Years are numbered in arbitrary human ways, and this is just one of the many points when people have deemed that a solar year has ended and a new one commenced. Still, I am a sucker for culture and traditions, so let’s sweep a bow to the rolling on of those meaningless numbers anyway!

2013 was in many ways better for me than the years before it. Highlights included getting off the narrowboat, and actual warm summer, the joys of Druid camp, starting Auroch Grove, and lots of hill walking. The new luxuries in my life- plentiful hot water, a toaster, reliable internet, have resulted in me being a lot more comfortable and feeling a lot better as a consequence. The sheer joy of a permanent bed has really enhanced my life.

On the downside there have been more political nightmares than I want to have to think about. Bedroom tax, climate change, fracking, the badger cull… so much that is hideous and wrong, that at times I have felt overwhelmed with despair at the state of the world.

I’ve learned a lot about politics in the last six months or so. I’ve read vast reams of political history and current thinking, trying to understand what’s happening and how best to make a positive difference. Alongside that, I’ve made a long study of prayer practice across religions, and started putting together what I know about dreaming. I had a novel come out (Intelligent Designing for Amateurs) and a Pagan Portal book (Spirituality without Structure) and the second volume of Hopeless Maine. There was travel – Doncaster and Scarborough were excellent experiences.

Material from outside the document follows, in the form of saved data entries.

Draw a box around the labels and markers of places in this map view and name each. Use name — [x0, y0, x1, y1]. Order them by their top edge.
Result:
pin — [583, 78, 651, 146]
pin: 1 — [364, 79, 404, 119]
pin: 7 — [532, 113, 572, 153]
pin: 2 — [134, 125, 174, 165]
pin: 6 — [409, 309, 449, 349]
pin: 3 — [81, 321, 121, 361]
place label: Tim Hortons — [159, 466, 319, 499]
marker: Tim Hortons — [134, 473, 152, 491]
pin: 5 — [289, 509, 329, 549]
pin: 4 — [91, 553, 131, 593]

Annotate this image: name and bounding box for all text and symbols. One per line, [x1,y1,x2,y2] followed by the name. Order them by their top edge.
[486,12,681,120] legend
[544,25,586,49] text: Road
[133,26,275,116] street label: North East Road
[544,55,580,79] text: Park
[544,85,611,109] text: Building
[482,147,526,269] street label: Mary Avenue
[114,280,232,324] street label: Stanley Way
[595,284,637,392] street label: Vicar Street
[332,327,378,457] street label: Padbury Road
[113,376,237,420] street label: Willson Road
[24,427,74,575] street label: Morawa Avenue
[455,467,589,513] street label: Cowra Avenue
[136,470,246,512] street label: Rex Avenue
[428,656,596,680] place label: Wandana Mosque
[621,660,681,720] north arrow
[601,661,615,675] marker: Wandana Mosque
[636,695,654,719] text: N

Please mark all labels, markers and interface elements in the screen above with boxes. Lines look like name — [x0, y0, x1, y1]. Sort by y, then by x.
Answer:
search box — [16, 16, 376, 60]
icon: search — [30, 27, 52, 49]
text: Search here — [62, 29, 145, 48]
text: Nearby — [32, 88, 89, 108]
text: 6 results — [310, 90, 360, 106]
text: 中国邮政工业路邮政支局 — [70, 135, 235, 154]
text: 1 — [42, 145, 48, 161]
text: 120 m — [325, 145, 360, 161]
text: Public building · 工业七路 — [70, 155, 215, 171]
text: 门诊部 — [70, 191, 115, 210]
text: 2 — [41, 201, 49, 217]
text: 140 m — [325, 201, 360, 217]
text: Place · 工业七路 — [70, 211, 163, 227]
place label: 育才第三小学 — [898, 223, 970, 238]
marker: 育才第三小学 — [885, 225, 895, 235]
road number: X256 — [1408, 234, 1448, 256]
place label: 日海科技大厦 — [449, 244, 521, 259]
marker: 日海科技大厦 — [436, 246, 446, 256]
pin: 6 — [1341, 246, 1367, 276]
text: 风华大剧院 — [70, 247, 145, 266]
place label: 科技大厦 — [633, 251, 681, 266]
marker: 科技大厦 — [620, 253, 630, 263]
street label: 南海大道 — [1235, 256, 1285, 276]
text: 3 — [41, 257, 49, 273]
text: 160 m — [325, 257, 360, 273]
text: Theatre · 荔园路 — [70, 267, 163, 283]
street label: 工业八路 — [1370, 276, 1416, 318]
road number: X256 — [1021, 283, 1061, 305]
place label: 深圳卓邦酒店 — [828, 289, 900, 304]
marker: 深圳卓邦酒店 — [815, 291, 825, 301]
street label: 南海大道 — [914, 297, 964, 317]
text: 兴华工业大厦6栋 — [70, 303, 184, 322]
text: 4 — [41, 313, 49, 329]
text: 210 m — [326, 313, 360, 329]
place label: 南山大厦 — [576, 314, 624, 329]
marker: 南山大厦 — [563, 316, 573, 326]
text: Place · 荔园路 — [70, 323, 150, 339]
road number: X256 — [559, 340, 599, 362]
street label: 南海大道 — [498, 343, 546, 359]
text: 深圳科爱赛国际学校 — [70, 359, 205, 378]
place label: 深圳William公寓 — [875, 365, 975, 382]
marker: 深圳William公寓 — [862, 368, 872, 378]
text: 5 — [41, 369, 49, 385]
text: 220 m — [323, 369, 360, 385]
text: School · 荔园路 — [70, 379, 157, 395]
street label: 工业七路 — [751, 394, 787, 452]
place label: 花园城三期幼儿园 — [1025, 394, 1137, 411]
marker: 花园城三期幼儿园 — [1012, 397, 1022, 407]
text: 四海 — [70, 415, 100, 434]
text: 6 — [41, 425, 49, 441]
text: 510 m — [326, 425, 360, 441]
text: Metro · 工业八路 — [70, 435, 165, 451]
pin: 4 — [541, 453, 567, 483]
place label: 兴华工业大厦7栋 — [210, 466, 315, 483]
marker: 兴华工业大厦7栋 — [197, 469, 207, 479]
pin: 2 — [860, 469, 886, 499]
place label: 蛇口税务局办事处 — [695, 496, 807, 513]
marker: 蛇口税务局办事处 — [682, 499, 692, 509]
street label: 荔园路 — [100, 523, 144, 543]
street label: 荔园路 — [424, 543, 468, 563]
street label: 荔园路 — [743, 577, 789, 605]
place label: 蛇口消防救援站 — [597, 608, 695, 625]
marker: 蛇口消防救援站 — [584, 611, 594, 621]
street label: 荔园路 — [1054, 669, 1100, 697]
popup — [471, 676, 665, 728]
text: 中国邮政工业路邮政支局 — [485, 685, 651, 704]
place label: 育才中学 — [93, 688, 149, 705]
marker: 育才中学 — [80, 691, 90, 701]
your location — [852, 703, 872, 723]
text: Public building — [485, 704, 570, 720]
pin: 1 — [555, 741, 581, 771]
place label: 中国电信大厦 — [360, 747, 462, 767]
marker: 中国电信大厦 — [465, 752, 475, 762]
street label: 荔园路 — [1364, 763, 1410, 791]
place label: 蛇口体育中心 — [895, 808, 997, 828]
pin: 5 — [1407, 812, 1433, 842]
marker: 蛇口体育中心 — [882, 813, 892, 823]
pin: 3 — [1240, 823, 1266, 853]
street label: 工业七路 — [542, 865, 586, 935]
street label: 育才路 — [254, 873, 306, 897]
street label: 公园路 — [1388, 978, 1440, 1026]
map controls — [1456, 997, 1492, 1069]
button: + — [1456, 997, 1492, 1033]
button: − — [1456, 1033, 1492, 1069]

I have more sense of direction than I did this time last year. Back then it was still very much about survival and getting some control over my life. Now I’m thinking a lot more in terms of what I can do. What can I add? Where can I make a difference? Where am I needed? I have a lot of projects underway, and I know that next year is going to be both busy and interesting. I spend more time looking forward than I do looking back, and a lot of time getting on with whatever now has brought me. My days are full, busy and interesting, and I’m spoiled for choice in terms of opportunities to go out and have new and interesting experiences. Sometimes the downside of this is that I end up very tired, which can make me ill, but I’m learning when to stop and how to balance things.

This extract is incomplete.